Much of the evidence for the “Feingold hypothesis” rested on anecdotal reports by parents,
Scientists’ attempts to study the effects of food dyes gave mixed results. For example, as I wrote in a blog post on March 31, 2011, consider two studies published by Science magazine in 1980:
- Researchers gave pills containing a mix of food additives to 40 children, 20 diagnosed as hyperactive and 20 not. The children diagnosed with hyperactivity reacted to the food additive challenge but the other children did not (Science 1980;207:1485-87). But this study used pills rather than foods, mixed additives, and used questionable methods for evaluating hyperactive behavior.
- Researchers attempted to correct for such problems by using two drinks that looked and tasted the same—one contained seven food colors while the other did not. The study was designed carefully such that neither the kids, parents, or observers knew what the kids were drinking. The result: Twenty of the 22 kids showed no reaction to the dyes. One child reacted to the dyes every time (Science 1980;207:1487-89).
The interpretation? Some kids may react to food dyes.

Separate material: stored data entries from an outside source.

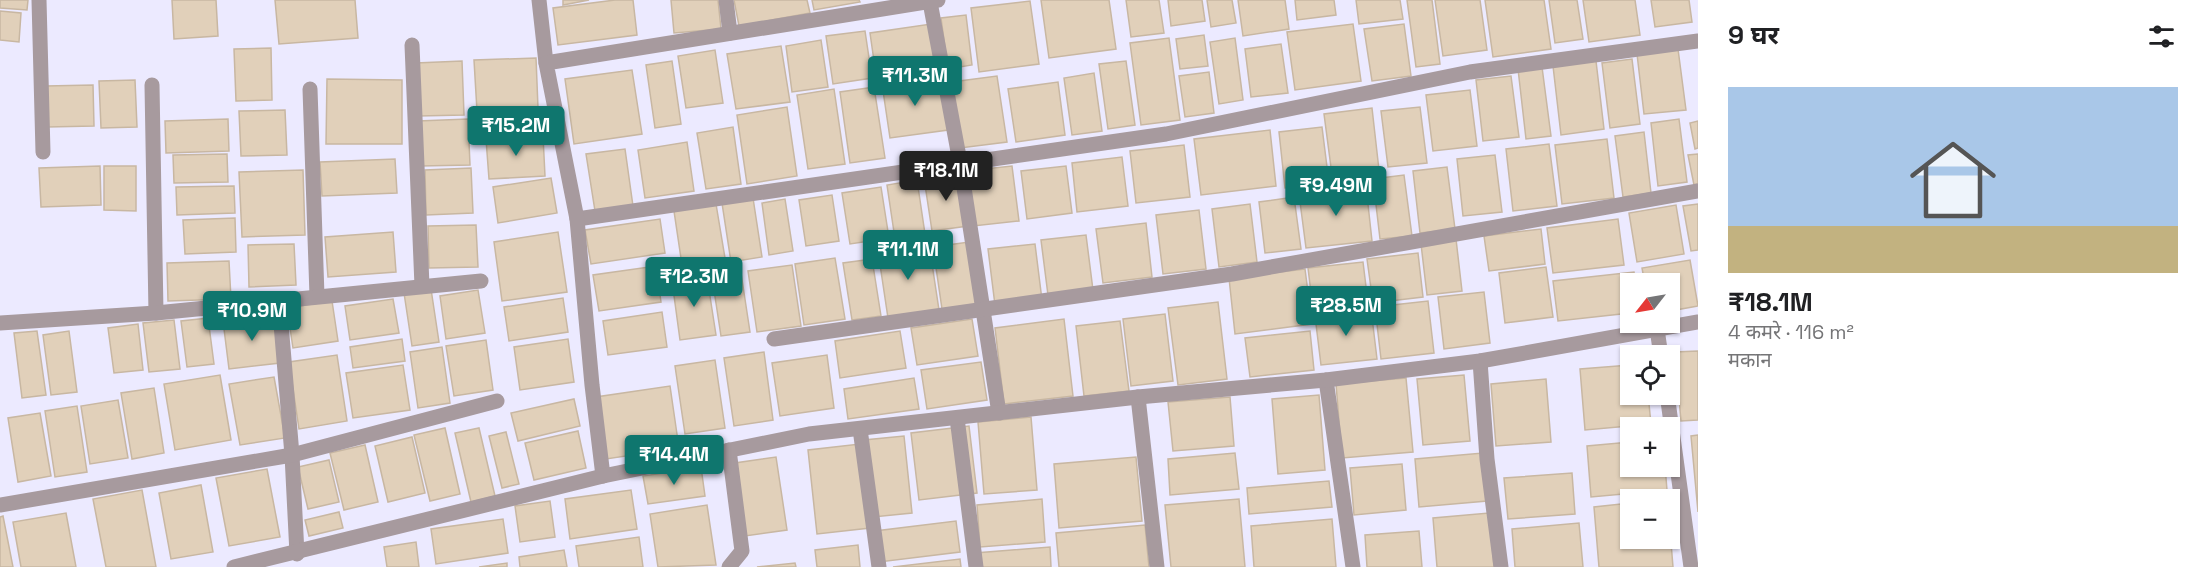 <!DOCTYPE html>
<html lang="hi">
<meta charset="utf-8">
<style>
:root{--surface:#fff;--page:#f2f2f2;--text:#202124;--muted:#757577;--line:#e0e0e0;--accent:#0f766e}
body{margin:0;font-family:"Space Grotesk","Noto Sans Devanagari",sans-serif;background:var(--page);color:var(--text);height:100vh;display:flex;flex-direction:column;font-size:22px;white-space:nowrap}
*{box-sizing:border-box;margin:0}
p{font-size:20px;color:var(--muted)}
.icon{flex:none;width:33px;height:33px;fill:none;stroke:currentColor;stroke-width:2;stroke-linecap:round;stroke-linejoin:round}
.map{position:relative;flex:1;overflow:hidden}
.side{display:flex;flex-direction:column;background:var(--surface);width:510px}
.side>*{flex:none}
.needle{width:39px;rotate:239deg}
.controls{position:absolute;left:1620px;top:273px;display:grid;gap:12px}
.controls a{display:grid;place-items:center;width:60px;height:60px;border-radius:0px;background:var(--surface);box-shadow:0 2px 4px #0004;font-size:30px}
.price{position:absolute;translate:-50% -51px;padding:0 14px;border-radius:6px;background:var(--accent);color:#fff;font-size:20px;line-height:39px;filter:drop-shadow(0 2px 3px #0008)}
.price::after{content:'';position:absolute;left:50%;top:36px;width:18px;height:14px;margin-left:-9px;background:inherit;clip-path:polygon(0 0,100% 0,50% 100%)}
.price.on{background:#222;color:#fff}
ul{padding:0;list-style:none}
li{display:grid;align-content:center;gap:12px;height:318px;padding:0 30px}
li+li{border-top:2px solid var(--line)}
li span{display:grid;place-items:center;height:186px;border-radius:0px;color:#555}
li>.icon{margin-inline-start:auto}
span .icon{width:108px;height:108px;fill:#fffc;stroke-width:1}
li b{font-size:26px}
h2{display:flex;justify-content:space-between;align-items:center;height:72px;padding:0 30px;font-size:26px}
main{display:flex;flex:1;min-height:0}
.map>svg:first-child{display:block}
</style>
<main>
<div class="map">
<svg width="1698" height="567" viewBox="0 0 1698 567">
<rect width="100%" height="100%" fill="#eceaff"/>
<!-- building -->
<g fill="#e1d0ba" stroke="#c8b7a2" stroke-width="1.5">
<path d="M0 0H28L27 10 0 8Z"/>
<path d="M172 0H216L218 36 174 39Z"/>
<path d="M275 0H355L358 38 279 44Z"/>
<path d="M563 0H589L563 5Z"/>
<path d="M615 0H633L637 35 558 45 553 8Z"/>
<path d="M671 0H718L721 29 674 33Z"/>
<path d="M734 0H807L810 13 739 26Z"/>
<path d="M812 0H859L860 2 814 10Z"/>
<path d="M1041 0H1109L1116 49 1049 58Z"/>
<path d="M1126 0H1159L1164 33 1131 37Z"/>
<path d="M1168 0H1202L1205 21 1171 26Z"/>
<path d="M1207 0H1232L1236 23 1211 27Z"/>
<path d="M1238 0H1285L1289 29 1243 36Z"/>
<path d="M1295 0H1334L1336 15 1297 20Z"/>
<path d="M1356 0H1400L1403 19 1359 24Z"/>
<path d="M1407 0H1432L1440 64 1416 67Z"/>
<path d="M1435 0H1480L1487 50 1443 56Z"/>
<path d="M1485 0H1544L1551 49 1493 57Z"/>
<path d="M1549 0H1577L1583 39 1555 43Z"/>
<path d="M1583 0H1635L1640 35 1589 42Z"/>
<path d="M1651 0H1689L1692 22 1655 27Z"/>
<path d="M1030 1 1039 64 979 72 971 8Z"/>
<path d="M0 11 21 13 19 42 0 40Z"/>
<path d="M966 15 972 65 948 69 941 18Z"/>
<path d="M931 24 939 73 877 82 870 33Z"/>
<path d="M1353 24 1361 81 1295 90 1287 32Z"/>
<path d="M1404 24 1411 76 1372 81 1364 29Z"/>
<path d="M865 31 872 78 833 84 826 36Z"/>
<path d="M1204 35 1208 66 1180 69 1176 39Z"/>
<path d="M1169 38 1180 120 1141 125 1130 43Z"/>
<path d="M1235 38 1243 100 1219 104 1210 42Z"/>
<path d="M821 40 828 87 792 92 786 46Z"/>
<path d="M1281 44 1288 93 1251 97 1245 49Z"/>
<path d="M781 46 790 102 736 109 727 54Z"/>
<path d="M271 48 272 100 236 101 234 49Z"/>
<path d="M1678 49 1686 110 1644 114 1637 54Z"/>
<path d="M715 50 723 103 686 108 678 56Z"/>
<path d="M536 58 538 108 477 111 474 60Z"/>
<path d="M1632 59 1640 124 1610 128 1602 63Z"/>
<path d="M462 61 464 115 418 116 416 63Z"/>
<path d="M672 61 681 124 655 128 646 65Z"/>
<path d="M1126 61 1135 125 1108 129 1099 64Z"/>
<path d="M1596 61 1604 129 1561 135 1553 66Z"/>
<path d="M1542 67 1551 136 1526 139 1518 69Z"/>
<path d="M632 70 642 134 574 144 565 79Z"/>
<path d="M1209 72 1214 113 1185 117 1179 76Z"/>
<path d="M1094 73 1102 131 1072 135 1064 78Z"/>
<path d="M940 76 948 130 890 138 882 84Z"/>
<path d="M997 76 1007 142 960 148 952 82Z"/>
<path d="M1511 76 1519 137 1483 141 1476 80Z"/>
<path d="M327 79 402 80V144H326Z"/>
<path d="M135 80 137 127 101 128 99 81Z"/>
<path d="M1058 82 1065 135 1016 142 1008 89Z"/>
<path d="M93 85 94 126 47 127 46 86Z"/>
<path d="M874 87 885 158 850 163 840 92Z"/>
<path d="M834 89 845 164 808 169 797 95Z"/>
<path d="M1470 90 1477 146 1433 151 1426 95Z"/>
<path d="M787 107 797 176 747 184 737 115Z"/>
<path d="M1420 107 1427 163 1388 167 1381 111Z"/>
<path d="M1372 108 1379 170 1332 175 1324 114Z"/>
<path d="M285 110 287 155 241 156 239 111Z"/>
<path d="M228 119 229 151 166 153 165 121Z"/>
<path d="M468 119 470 165 420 166 418 121Z"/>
<path d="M1679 119 1687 182 1658 186 1651 123Z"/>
<path d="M1698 121V148L1695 149 1690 123Z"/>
<path d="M733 127 741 184 706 189 697 133Z"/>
<path d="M1322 127 1329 183 1285 188 1279 132Z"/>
<path d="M1270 130 1276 186 1201 195 1194 139Z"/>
<path d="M1644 132 1651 193 1623 197 1615 136Z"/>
<path d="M543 136 545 176 489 179 486 139Z"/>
<path d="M1607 139 1614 198 1562 204 1555 145Z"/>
<path d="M687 142 694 191 645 198 638 150Z"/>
<path d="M1549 144 1557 206 1513 211 1506 149Z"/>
<path d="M1184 145 1190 197 1136 203 1130 151Z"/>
<path d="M625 149 633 206 595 211 586 154Z"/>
<path d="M227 154 228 182 174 183 173 155Z"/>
<path d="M1698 154V184L1694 185 1688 155Z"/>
<path d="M1495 155 1502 212 1463 216 1457 159Z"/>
<path d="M1122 157 1128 206 1077 212 1072 163Z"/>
<path d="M395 159 397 193 322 196 320 162Z"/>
<path d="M100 166 101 205 41 207 39 168Z"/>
<path d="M104 166H136V211L104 210Z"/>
<path d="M1012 166 1019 221 973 226 966 171Z"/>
<path d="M1066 166 1072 213 1027 219 1021 171Z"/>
<path d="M1447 167 1455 229 1420 233 1413 171Z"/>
<path d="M471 168 473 213 426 215 425 170Z"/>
<path d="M303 170 305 235 242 237 239 172Z"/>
<path d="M960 172 968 226 932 231 924 178Z"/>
<path d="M1404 175 1412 236 1380 239 1373 179Z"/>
<path d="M551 178 557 213 498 223 493 187Z"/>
<path d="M917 180 925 234 895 239 887 185Z"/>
<path d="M234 186 235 213 177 215 176 187Z"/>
<path d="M1366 186 1372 241 1306 248 1299 194Z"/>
<path d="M881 187 889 238 850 244 842 193Z"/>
<path d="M832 195 839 241 806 246 799 200Z"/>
<path d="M1294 197 1301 249 1265 253 1259 202Z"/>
<path d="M753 198 762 257 731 262 722 203Z"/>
<path d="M785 199 793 251 769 255 762 203Z"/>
<path d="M716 204 725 258 682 265 674 211Z"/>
<path d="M1250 204 1257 262 1219 267 1212 209Z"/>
<path d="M1698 204V250L1691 251 1683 206Z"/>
<path d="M1676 205 1684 254 1637 262 1629 213Z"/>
<path d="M1199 210 1206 269 1163 274 1156 215Z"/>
<path d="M235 218 236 252 185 254 183 220Z"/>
<path d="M660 219 665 253 591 264 585 230Z"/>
<path d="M1618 219 1624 265 1553 273 1547 228Z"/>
<path d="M1146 223 1152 277 1103 283 1096 229Z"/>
<path d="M476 225 478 267 429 268 428 226Z"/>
<path d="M1541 229 1545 264 1489 271 1484 236Z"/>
<path d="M393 232 396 272 328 277 325 237Z"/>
<path d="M558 232 567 292 502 301 494 242Z"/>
<path d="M1086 235 1093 290 1048 295 1041 240Z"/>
<path d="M1456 239 1462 291 1427 295 1421 244Z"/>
<path d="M969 242 978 304 942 309 933 247Z"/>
<path d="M294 244 296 285 249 287 248 245Z"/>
<path d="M929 244 939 310 888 318 878 251Z"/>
<path d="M1035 244 1042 300 995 305 988 249Z"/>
<path d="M1418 253 1423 297 1373 303 1367 259Z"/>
<path d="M835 258 845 319 804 325 795 264Z"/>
<path d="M872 259 881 316 852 320 843 263Z"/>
<path d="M1690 260 1698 306 1670 311V284H1645L1642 268Z"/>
<path d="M229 261 231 299 168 301 167 263Z"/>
<path d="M1363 262 1368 303 1313 309 1308 268Z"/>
<path d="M792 265 801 326 757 332 748 271Z"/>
<path d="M656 266 661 302 599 311 593 275Z"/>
<path d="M1546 267 1553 317 1505 323 1499 273Z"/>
<path d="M1305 269 1312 324 1235 334 1229 278Z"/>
<path d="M1634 272 1636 284H1630V313L1558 321 1553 281Z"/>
<path d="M741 273 750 332 721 336 712 277Z"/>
<path d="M707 277 716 335 680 340 672 281Z"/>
<path d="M431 289 439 342 412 346 404 293Z"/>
<path d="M478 290 485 333 446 339 440 296Z"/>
<path d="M1484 292 1490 343 1444 349 1438 297Z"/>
<path d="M563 298 568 332 509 341 504 307Z"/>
<path d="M393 299 399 333 350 340 345 306Z"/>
<path d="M332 301 338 341 293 348 287 308Z"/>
<path d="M1428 301 1434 353 1381 359 1375 307Z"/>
<path d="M1218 302 1227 379 1178 385 1168 308Z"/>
<path d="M1371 309 1377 359 1321 365 1315 316Z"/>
<path d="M662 312 667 347 608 355 603 321Z"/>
<path d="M1165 314 1173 381 1131 386 1123 319Z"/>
<path d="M274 315 280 363 229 369 223 321Z"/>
<path d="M208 318 214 364 187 367 181 321Z"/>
<path d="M972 319 978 356 917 365 911 328Z"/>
<path d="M1064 319 1073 396 1004 404 995 328Z"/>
<path d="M174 320 180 369 149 372 143 323Z"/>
<path d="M1120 321 1129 391 1084 396 1076 326Z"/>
<path d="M138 324 143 370 114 373 108 328Z"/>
<path d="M37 331 46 395 22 398 14 333Z"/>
<path d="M69 331 77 392 51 395 43 335Z"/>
<path d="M900 331 906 368 840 378 835 341Z"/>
<path d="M1310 331 1314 370 1250 377 1245 338Z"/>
<path d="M402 339 405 361 353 368 350 347Z"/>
<path d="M568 339 574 382 520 390 514 347Z"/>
<path d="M486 340 493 390 454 396 446 346Z"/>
<path d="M442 347 450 403 418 408 410 352Z"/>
<path d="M1698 351V420L1681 421 1675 352Z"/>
<path d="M764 352 773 420 734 426 724 358Z"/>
<path d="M337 355 347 421 299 429 289 362Z"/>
<path d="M827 355 834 408 780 416 772 363Z"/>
<path d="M715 360 725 428 685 434 675 366Z"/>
<path d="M981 362 987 400 927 409 921 370Z"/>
<path d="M403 365 410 410 353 418 346 373Z"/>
<path d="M1630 365V394H1648L1651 424 1585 430 1580 369Z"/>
<path d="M220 375 231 440 175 450 164 384Z"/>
<path d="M1464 375 1470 441 1423 445 1417 379Z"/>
<path d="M274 377 285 438 240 445 229 384Z"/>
<path d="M914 378 919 409 848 419 844 389Z"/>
<path d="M1406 378 1413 452 1342 458 1336 384Z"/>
<path d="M1546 379 1551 442 1496 446 1491 384Z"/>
<path d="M670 386 679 448 606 459 596 397Z"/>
<path d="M154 388 164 453 132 459 121 393Z"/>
<path d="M1319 395 1325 470 1278 474 1272 399Z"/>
<path d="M1230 397 1234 446 1173 451 1168 402Z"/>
<path d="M574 399 580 426 518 441 511 413Z"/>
<path d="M118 400 128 458 90 464 81 406Z"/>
<path d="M77 406 87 472 55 477 45 411Z"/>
<path d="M40 413 51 476 18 482 8 418Z"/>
<path d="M1031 417 1037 490 984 494 978 422Z"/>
<path d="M969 426 977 493 919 500 911 433Z"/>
<path d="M445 428 460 494 430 501 414 435Z"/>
<path d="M479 428 495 496 471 502 455 433Z"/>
<path d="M578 431 586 468 534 480 525 443Z"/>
<path d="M506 432 519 484 502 488 489 436Z"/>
<path d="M1698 435V512L1691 436Z"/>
<path d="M904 436 912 513 873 517 864 440Z"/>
<path d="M412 437 425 493 388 502 375 446Z"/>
<path d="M1630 442V466H1665L1667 490 1591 497 1587 446Z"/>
<path d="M860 444 870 528 817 534 808 450Z"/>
<path d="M365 445 378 502 344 510 330 453Z"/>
<path d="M1235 453 1239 489 1170 495 1168 459Z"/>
<path d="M1483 453 1487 501 1419 507 1415 459Z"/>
<path d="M776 457 787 530 745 536 735 463Z"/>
<path d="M1136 457 1142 521 1059 528 1054 464Z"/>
<path d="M329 460 339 502 308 509 298 467Z"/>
<path d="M1402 464 1406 510 1354 515 1350 468Z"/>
<path d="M701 467 705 496 648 504 643 476Z"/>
<path d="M267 469 280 537 229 546 216 478Z"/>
<path d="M1572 473 1575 514 1508 519 1504 478Z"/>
<path d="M1329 481 1332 507 1249 514 1247 488Z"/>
<path d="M201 485 213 552 171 559 159 493Z"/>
<path d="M142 490 156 567H106L93 499Z"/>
<path d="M631 490 637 529 570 539 565 499Z"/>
<path d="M1042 499 1045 542 980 547 977 505Z"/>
<path d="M1239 499 1245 567H1171L1165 505Z"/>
<path d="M550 501 555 537 520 542 515 506Z"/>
<path d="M1630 503V538H1670V530L1673 567H1599L1594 507Z"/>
<path d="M707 505 716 565 658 567 650 514Z"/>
<path d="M339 512 343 528 309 536 305 520Z"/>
<path d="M66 513 76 567H21L13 522Z"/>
<path d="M1489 513 1494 567H1437L1433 518Z"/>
<path d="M3 516 13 567H0V517Z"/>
<path d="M503 519 508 553 436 564 431 529Z"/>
<path d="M1332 519 1336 567H1254L1251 526Z"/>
<path d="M956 521 960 552 879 562 875 531Z"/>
<path d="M1579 523 1583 567H1515L1512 529Z"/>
<path d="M1145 525 1149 567H1059L1056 533Z"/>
<path d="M1419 531 1422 567H1367L1365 535Z"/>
<path d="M639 537 643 567H579L576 546Z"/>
<path d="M416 542 419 567H387L384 547Z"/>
<path d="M858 545 860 567H817L815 550Z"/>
<path d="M1050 547 1051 567H977L975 553Z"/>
<path d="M564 550 567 567H520L519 557Z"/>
<path d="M960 559 961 567H893Z"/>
<path d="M507 563V567H479Z"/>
<path d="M795 563 796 567H757Z"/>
</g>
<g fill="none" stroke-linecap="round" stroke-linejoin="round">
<!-- minor -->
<g stroke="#a79a9e" stroke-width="15">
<path d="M39 0 43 152"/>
<path d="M539 0 546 63"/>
<path d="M726 0 730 33"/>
<path d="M930 2 960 162 999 413"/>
<path d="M412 45 422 286"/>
<path d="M152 85 156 313"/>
<path d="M310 89 317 296"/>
<path d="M577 219 1166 134 1470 72 1698 41"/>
<path d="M279 300 292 455 297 554"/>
<path d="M0 323 156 313 481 281"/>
<path d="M1657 329 1661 356"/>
<path d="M774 339 1232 274 1698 191"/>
<path d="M1480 361 1487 459 1501 567"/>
<path d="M1326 380 1353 567"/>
<path d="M1667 394 1691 567"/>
<path d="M1138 397 1157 567"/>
<path d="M957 418 976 567"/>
<path d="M860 429 879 567"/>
<path d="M729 450 742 551 729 567"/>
<path d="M603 476 592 385 577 219 546 63 938 0"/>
<path d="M0 505 292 455 497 401"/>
<path d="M234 567 603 476 809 434 1138 397 1326 380 1480 361 1698 322"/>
</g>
</g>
</svg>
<div class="controls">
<a><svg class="needle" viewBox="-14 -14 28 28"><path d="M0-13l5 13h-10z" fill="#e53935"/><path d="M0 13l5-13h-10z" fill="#757577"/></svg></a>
<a><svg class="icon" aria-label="locate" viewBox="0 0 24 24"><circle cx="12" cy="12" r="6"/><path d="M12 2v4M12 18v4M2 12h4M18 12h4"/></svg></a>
<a>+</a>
<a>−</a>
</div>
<b class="price" style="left:915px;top:107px">₹11.3M</b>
<b class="price" style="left:516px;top:157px">₹15.2M</b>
<b class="price on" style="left:946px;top:202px">₹18.1M</b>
<b class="price" style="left:1336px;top:217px">₹9.49M</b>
<b class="price" style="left:908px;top:281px">₹11.1M</b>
<b class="price" style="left:694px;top:308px">₹12.3M</b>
<b class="price" style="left:1346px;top:337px">₹28.5M</b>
<b class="price" style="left:252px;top:342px">₹10.9M</b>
<b class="price" style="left:674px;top:486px">₹14.4M</b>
</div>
<section class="side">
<h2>9 घर<svg class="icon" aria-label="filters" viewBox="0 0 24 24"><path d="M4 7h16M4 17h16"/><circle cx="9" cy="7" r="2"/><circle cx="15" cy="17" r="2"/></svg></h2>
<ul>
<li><span style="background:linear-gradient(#a9c7e8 75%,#c2b280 0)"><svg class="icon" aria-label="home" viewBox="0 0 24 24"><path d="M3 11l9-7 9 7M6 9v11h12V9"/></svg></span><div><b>₹18.1M</b><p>4 कमरे · 116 m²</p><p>मकान</p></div></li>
</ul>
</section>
</main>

This gave the FDA an excuse to do nothing. But then,
- In 2007, a study in England associating food dyes with hyperactivity revived the issue.
- In 2008, the Center for Science in the Public Interest (CSPI) petitioned the FDA to bad food dyes associated with behavioral problems in children.
- In 2009, CSPI updated its Diet, ADHD & Behavior: A Quarter-Century Review
- In 2010, CSPI published Food Dyes: A Rainbow of Risks.
- In 2016, CSPI published Seeing Red: Time for Action on Food Dyes.
Today, the FDA says this about color additives in food:
FDA on color additives in food (2007):
So how safe are they? “Color additives are very safe when used properly…There is no such thing as absolute safety of any substance. In the case of a new color additive, FDA determines if there is ‘a reasonable certainty of no harm’ under the color additive’s proposed conditions of use.”
Yes, color additives are safe when they are used in accordance with with FDA regulations…our regulations specify:
- the types of foods in which it can be used,
- any maximum amounts allowed to be used, and
- how the color additive should be identified on the food label.
The FDA has reviewed and will continue to examine the effects of color additives on children’s behavior. The totality of scientific evidence indicates that most children have no adverse effects when consuming foods containing color additives, but some evidence suggests that certain children may be sensitive to them…Parents who wish to limit the amount of color additives in their children’s diet may check the food ingredient list on labels. Parents should also discuss any concerns with their family physician.
Well good luck with that. The FDA can and should do better.
The bottom line: Food dyes have no health benefits. Kids don’t need to be eating ultra-processed foods anyway. They will not be harmed by avoiding food dyes.
CSPI has produced a lengthy and comprehensive comment on the new report.
Given all of this, it’s surely time for the FDA to take some action.